(Records from a collection)

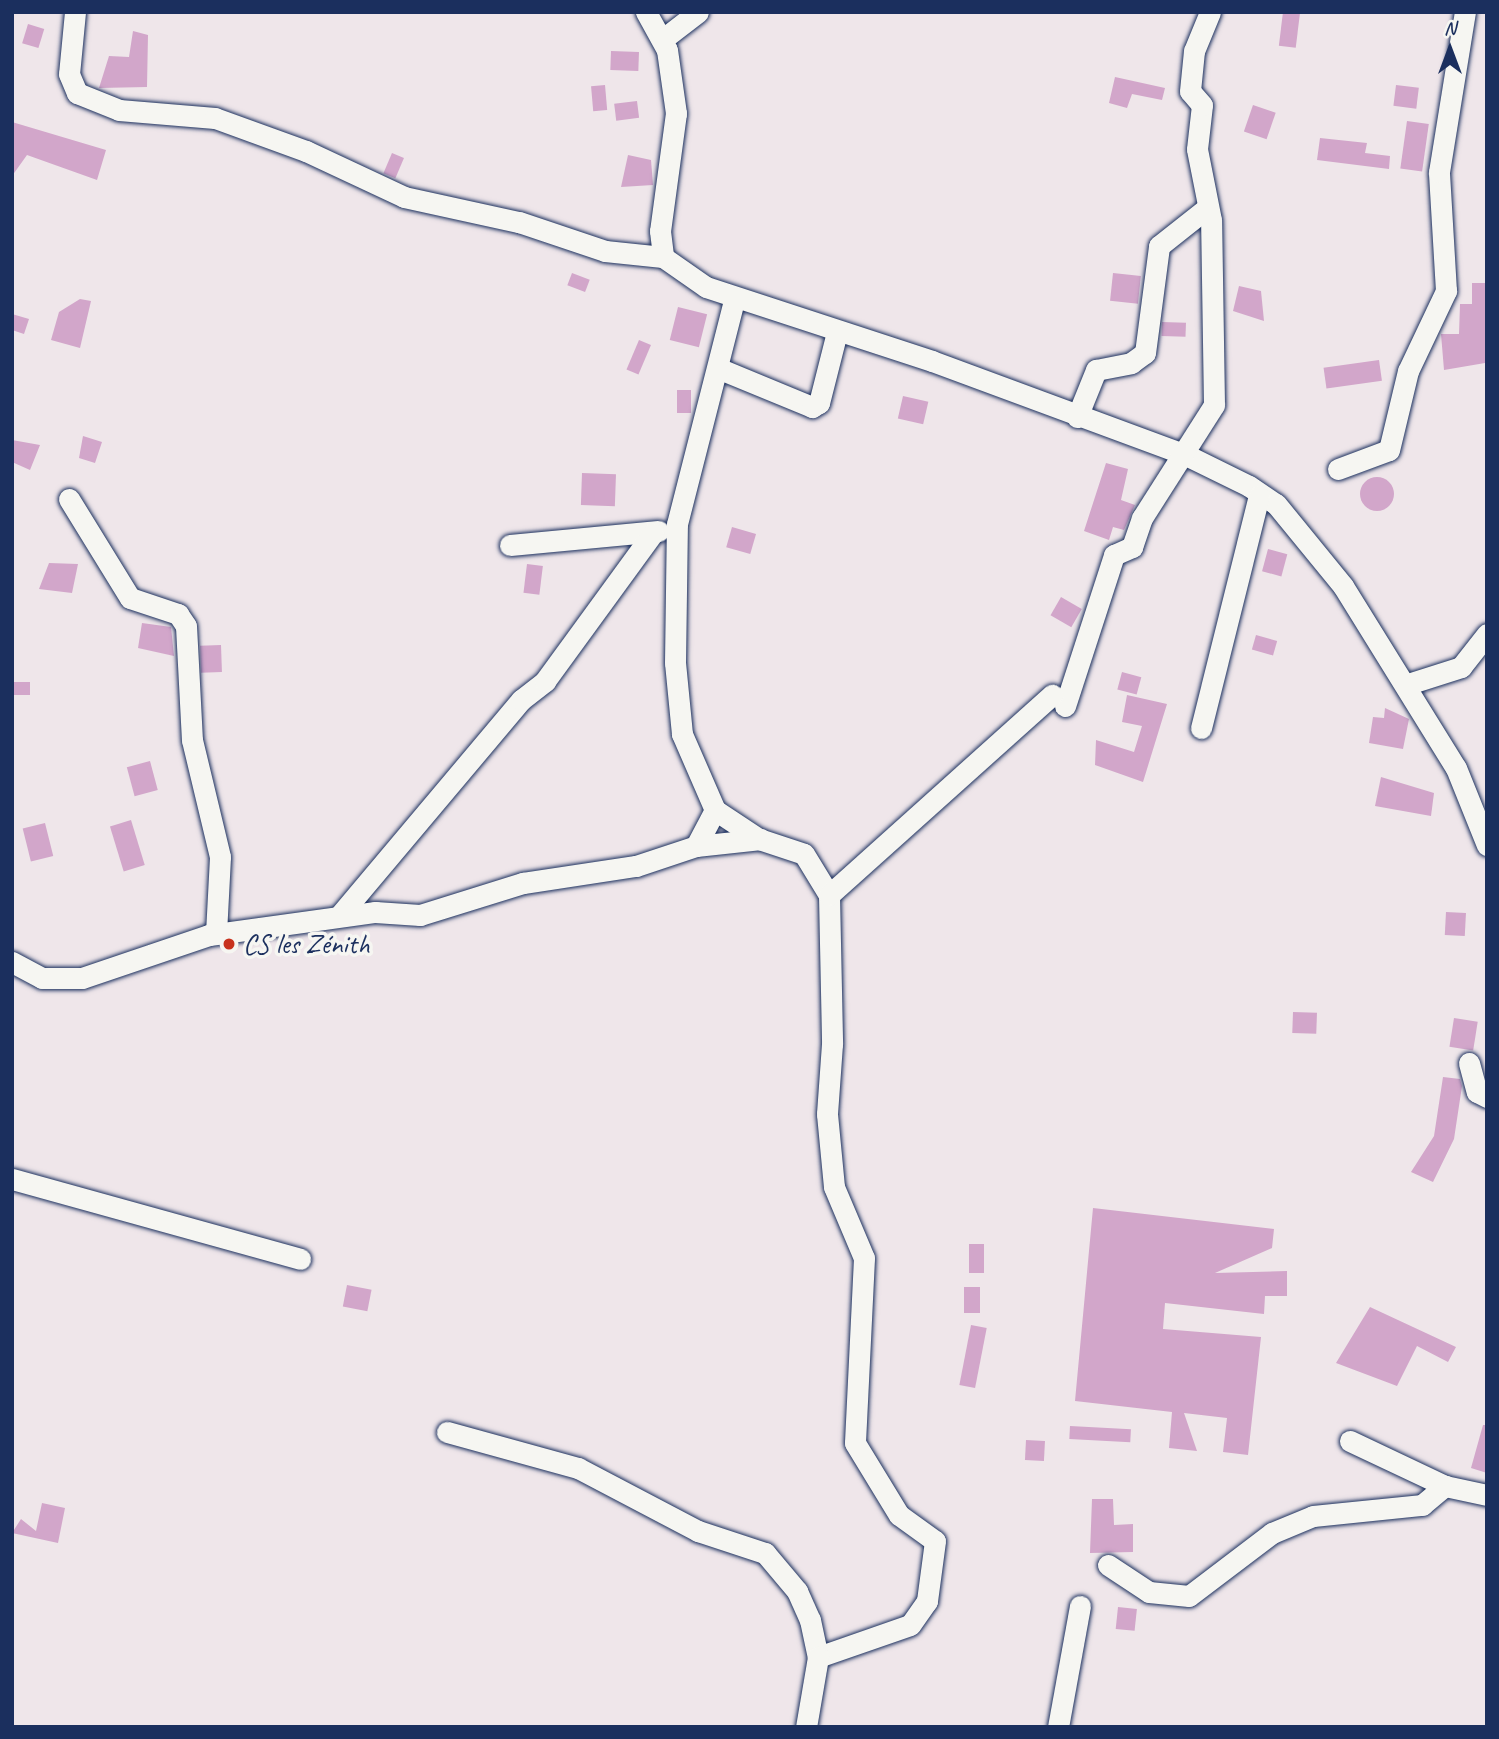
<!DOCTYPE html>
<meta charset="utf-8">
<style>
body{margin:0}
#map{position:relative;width:1499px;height:1739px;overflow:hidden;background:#efe6ea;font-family:Caveat,sans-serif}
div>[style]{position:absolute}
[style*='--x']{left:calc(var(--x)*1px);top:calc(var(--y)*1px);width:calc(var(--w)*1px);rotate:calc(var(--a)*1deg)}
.building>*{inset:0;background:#d2a6ca;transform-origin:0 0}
.round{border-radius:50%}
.roads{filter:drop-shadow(0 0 2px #1b2f5e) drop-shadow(0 0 2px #1b2f5e)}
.street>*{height:21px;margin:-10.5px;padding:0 10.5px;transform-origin:10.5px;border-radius:10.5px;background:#f6f6f2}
.dots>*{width:19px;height:19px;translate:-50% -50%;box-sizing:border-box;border:4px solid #f6f6f2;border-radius:50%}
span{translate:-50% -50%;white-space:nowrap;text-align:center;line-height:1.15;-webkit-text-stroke:7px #f6f6f2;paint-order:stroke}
.poi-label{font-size:28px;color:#1b2f5e}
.left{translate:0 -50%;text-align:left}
.frame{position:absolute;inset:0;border:14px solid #1b2f5e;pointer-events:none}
.north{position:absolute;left:1415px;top:14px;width:70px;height:70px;-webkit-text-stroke:5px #f6f6f2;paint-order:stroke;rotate:0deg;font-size:19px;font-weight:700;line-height:28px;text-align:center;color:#1b2f5e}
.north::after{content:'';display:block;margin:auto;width:24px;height:32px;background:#1b2f5e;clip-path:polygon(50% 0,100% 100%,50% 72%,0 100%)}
</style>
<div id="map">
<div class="building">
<i style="left:1283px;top:12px;width:17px;height:34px;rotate:7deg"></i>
<i style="left:28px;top:24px;width:17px;height:20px;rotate:17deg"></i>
<i style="clip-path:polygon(133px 31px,148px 35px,147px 87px,99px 88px,109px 56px,129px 57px)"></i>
<i style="left:611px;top:51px;width:28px;height:19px;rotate:2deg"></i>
<i style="clip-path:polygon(1115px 77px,1165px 88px,1162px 100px,1132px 94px,1127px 108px,1109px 103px)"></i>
<i style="left:605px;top:85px;width:25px;height:14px;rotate:85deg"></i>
<i style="left:1396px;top:85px;width:23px;height:21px;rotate:7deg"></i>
<i style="left:637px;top:101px;width:17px;height:23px;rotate:83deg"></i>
<i style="left:1253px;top:105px;width:24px;height:28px;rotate:19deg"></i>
<i style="left:1407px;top:121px;width:22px;height:48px;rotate:8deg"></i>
<i style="clip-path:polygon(12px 122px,106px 150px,97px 180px,27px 155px,12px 176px)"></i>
<i style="clip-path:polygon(1320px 138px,1367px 143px,1365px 153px,1390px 156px,1389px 169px,1317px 160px)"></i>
<i style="left:392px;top:153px;width:13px;height:22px;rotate:23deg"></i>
<i style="clip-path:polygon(628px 155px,651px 160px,653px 185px,621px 187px)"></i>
<i style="left:572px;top:273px;width:19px;height:13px;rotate:21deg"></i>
<i style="left:1113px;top:273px;width:28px;height:28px;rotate:6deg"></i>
<i style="clip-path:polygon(1472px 283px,1487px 283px,1485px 363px,1444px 370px,1441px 334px,1459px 334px,1460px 304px,1472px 304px)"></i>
<i style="clip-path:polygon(1239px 286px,1261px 291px,1264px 321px,1233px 311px)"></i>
<i style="clip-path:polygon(80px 299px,91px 301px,80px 348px,51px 340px,59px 312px)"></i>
<i style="left:678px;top:307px;width:30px;height:34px;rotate:14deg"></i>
<i style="clip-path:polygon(12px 314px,29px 319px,24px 334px,12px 330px)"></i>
<i style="left:1162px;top:322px;width:24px;height:14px;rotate:2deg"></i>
<i style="left:639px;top:340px;width:13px;height:32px;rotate:23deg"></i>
<i style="left:1379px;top:360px;width:21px;height:56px;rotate:82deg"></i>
<i style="left:677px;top:390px;width:14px;height:23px"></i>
<i style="left:903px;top:396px;width:26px;height:23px;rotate:13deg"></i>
<i style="clip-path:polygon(83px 436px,102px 442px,95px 463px,79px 458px)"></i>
<i style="clip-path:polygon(12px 440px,40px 445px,30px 470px,12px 462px)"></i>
<i style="clip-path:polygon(1106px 463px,1128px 469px,1121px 500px,1135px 505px,1124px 530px,1113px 527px,1109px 540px,1084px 531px)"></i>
<i style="left:582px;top:473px;width:34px;height:32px;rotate:2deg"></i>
<i class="round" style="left:1360px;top:477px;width:34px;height:34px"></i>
<i style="left:732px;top:527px;width:25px;height:21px;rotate:16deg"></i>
<i style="left:1268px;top:549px;width:20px;height:23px;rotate:15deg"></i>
<i style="clip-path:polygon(49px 563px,78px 564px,72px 593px,39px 589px)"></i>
<i style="left:527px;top:564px;width:16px;height:29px;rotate:7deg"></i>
<i style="left:1061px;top:597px;width:24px;height:21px;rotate:30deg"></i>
<i style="clip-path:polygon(142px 623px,171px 627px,174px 656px,138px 648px)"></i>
<i style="left:1256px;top:635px;width:22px;height:15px;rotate:16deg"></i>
<i style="left:221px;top:645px;width:27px;height:21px;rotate:88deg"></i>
<i style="left:1122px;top:672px;width:20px;height:18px;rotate:15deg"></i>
<i style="left:30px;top:682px;width:13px;height:18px;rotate:90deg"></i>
<i style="clip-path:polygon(1127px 695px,1167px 704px,1143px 782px,1095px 765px,1096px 740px,1134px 752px,1142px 726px,1122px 722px)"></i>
<i style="clip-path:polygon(1385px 708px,1409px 719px,1403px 749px,1369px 743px,1373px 717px,1384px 718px)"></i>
<i style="left:150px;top:761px;width:30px;height:24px;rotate:75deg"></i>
<i style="clip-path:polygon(1381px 777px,1434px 793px,1431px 816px,1375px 806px)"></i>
<i style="left:131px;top:820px;width:47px;height:22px;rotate:73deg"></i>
<i style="left:45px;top:823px;width:34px;height:23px;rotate:76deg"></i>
<i style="left:1446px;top:912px;width:20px;height:23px;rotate:3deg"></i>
<i style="left:1293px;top:1012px;width:24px;height:21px;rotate:2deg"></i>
<i style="left:1454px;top:1018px;width:24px;height:29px;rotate:9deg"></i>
<i style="clip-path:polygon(1443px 1077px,1460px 1079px,1462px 1086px,1454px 1139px,1433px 1182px,1411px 1172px,1434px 1136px)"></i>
<i style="clip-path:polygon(1093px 1208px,1274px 1229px,1272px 1248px,1215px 1273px,1287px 1271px,1287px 1296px,1265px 1296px,1264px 1314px,1165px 1303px,1163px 1329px,1261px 1337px,1248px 1455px,1223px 1452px,1227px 1418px,1184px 1413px,1197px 1451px,1169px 1448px,1172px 1412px,1075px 1401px)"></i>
<i style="left:969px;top:1244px;width:15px;height:29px"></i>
<i style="left:347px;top:1285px;width:25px;height:22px;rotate:11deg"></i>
<i style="left:964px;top:1287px;width:16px;height:26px"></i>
<i style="clip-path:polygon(1370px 1307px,1456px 1347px,1448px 1362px,1417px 1346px,1397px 1386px,1336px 1363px)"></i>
<i style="left:971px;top:1325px;width:16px;height:61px;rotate:11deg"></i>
<i style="clip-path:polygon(1483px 1425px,1487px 1425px,1487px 1473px,1471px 1468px)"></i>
<i style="left:1070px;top:1426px;width:61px;height:13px;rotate:3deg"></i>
<i style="left:1026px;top:1440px;width:19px;height:20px;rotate:3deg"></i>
<i style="clip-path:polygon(1092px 1499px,1113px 1499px,1114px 1525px,1133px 1524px,1133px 1552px,1090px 1553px)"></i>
<i style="clip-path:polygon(42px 1503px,65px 1508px,58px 1543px,12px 1533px,21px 1519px,36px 1531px)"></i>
<i style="left:1118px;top:1607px;width:19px;height:22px;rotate:6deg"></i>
</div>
<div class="roads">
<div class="street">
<i style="--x:75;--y:12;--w:62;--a:95.5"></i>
<i style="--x:69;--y:74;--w:21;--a:67"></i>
<i style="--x:77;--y:93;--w:45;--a:22"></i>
<i style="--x:119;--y:110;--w:96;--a:4.8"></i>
<i style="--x:215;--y:118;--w:97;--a:19.9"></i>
<i style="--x:306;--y:151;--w:108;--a:25.1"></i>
<i style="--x:404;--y:197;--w:118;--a:12.3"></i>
<i style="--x:519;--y:222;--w:91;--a:18.6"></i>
<i style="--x:605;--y:251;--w:58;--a:5.9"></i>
<i style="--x:663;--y:257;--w:52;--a:34.9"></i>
<i style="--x:706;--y:287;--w:238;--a:18.1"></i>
<i style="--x:932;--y:361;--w:271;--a:20.3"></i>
<i style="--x:1186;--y:455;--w:70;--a:26.2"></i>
<i style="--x:1249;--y:486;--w:32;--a:34"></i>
<i style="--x:1276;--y:504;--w:106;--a:50.7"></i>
<i style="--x:1343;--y:586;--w:214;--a:58.2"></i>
<i style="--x:1456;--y:768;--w:83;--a:68.1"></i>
<i style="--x:646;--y:12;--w:43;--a:61.1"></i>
<i style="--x:667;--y:50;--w:64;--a:81.9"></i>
<i style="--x:676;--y:113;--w:119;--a:97.7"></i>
<i style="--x:660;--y:231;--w:26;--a:83"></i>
<i style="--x:663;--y:39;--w:44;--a:-37.6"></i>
<i style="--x:720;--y:369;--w:100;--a:22.4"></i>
<i style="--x:812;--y:407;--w:8;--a:-30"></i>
<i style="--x:819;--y:403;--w:73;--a:-75.8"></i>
<i style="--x:1077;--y:417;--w:51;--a:-68"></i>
<i style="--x:1096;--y:370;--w:36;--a:-11"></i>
<i style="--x:1131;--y:363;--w:17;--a:-36"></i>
<i style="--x:1145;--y:353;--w:108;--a:-82.5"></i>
<i style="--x:1159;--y:246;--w:61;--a:-38.4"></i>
<i style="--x:1338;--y:469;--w:54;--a:-20.4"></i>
<i style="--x:1389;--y:450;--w:81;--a:-76.5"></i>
<i style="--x:1408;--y:371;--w:89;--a:-64.6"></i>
<i style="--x:1446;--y:291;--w:119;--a:-93.4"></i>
<i style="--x:1439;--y:172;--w:162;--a:-80.8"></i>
<i style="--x:69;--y:499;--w:116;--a:58.4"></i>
<i style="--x:130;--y:598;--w:51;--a:18.4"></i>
<i style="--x:178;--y:614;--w:14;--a:56"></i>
<i style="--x:186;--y:626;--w:114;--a:87"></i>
<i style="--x:192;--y:740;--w:120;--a:76.5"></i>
<i style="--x:220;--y:857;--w:77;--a:93"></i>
<i style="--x:510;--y:545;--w:149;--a:-5.4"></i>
<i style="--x:1408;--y:684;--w:56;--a:-17.8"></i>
<i style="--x:1461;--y:667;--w:42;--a:-51.8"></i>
<i style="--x:1065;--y:706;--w:159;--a:-72"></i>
<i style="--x:1114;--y:555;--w:20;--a:-24"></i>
<i style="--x:1132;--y:547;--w:31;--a:-71"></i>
<i style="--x:1142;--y:518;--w:134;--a:-57.5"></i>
<i style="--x:1214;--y:405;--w:185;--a:-90.9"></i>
<i style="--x:1211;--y:220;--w:72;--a:-101.2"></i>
<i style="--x:1197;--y:149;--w:44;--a:-83.5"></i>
<i style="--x:1202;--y:105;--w:18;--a:-131"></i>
<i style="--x:1190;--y:91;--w:40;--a:-84.3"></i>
<i style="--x:1194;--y:51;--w:42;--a:-67.7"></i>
<i style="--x:1201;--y:728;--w:239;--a:-76"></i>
<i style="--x:715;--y:810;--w:53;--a:33.4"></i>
<i style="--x:759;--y:839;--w:47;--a:18.4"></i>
<i style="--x:804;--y:854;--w:48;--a:58.6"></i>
<i style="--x:829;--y:895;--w:149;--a:88.8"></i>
<i style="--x:832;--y:1044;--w:70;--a:94.1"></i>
<i style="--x:827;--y:1114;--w:73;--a:84.5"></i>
<i style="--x:834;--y:1187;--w:77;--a:67.1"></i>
<i style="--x:864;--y:1258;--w:185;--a:92.8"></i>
<i style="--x:855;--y:1443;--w:84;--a:58.6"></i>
<i style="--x:899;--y:1515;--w:44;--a:35.8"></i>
<i style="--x:935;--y:1541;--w:61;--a:97.6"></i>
<i style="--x:927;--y:1601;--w:29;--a:125"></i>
<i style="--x:910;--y:1625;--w:97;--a:160.8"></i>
<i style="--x:696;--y:846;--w:65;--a:-6.1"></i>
<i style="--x:829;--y:895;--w:300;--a:-41.9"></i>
<i style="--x:340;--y:915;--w:281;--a:-49.9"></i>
<i style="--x:521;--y:700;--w:31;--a:-38"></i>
<i style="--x:545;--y:681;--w:183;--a:-53.9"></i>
<i style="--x:12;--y:962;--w:34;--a:28"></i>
<i style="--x:42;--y:978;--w:40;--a:0"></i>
<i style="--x:82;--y:978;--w:134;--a:-18.7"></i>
<i style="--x:209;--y:935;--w:168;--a:-7.9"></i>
<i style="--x:375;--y:912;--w:45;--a:3.8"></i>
<i style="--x:420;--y:915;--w:108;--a:-17.3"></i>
<i style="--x:523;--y:883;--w:114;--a:-8.6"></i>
<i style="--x:636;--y:866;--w:63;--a:-18.4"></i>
<i style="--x:696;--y:846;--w:41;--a:-62.2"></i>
<i style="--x:715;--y:810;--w:83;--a:-113.5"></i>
<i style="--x:682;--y:734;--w:71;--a:-95.6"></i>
<i style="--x:675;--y:663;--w:139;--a:-89.2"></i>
<i style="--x:677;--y:524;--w:234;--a:-75.7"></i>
<i style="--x:1469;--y:1063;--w:30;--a:75"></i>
<i style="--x:1477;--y:1092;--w:11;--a:27"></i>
<i style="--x:12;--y:1179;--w:299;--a:15.5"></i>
<i style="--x:447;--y:1432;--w:136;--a:15.4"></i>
<i style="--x:578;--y:1468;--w:136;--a:27.7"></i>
<i style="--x:698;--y:1531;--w:71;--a:18.2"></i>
<i style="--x:765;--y:1553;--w:50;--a:49.9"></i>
<i style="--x:797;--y:1591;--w:32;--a:66"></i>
<i style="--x:810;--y:1620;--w:38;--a:78"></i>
<i style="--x:818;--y:1657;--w:71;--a:99.7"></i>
<i style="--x:1350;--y:1441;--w:105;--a:25.3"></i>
<i style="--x:1445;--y:1486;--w:43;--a:12.1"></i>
<i style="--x:1108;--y:1565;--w:49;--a:33.4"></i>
<i style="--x:1149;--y:1592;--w:40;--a:5.7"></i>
<i style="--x:1189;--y:1596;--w:104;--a:-37.2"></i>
<i style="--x:1272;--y:1533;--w:44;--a:-22.5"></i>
<i style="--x:1313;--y:1516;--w:110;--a:-5.8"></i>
<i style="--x:1422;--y:1505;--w:30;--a:-40"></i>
<i style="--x:1058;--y:1727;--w:123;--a:-79.7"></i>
</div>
</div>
<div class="dots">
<i style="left:229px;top:944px;background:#c8321e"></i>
</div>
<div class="poi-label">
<span class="left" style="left:243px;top:944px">CS les Zénith</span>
</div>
<div class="frame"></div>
<div class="north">N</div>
</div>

◆ **Assignment**: The reply should hold the lines from the top of the records through the line containing "2px #1b2f5e) drop-shadow(0", reproduced exactly, and no pictures.

◆ **Final answer**:
<!DOCTYPE html>
<meta charset="utf-8">
<style>
body{margin:0}
#map{position:relative;width:1499px;height:1739px;overflow:hidden;background:#efe6ea;font-family:Caveat,sans-serif}
div>[style]{position:absolute}
[style*='--x']{left:calc(var(--x)*1px);top:calc(var(--y)*1px);width:calc(var(--w)*1px);rotate:calc(var(--a)*1deg)}
.building>*{inset:0;background:#d2a6ca;transform-origin:0 0}
.round{border-radius:50%}
.roads{filter:drop-shadow(0 0 2px #1b2f5e) drop-shadow(0 0 2px #1b2f5e)}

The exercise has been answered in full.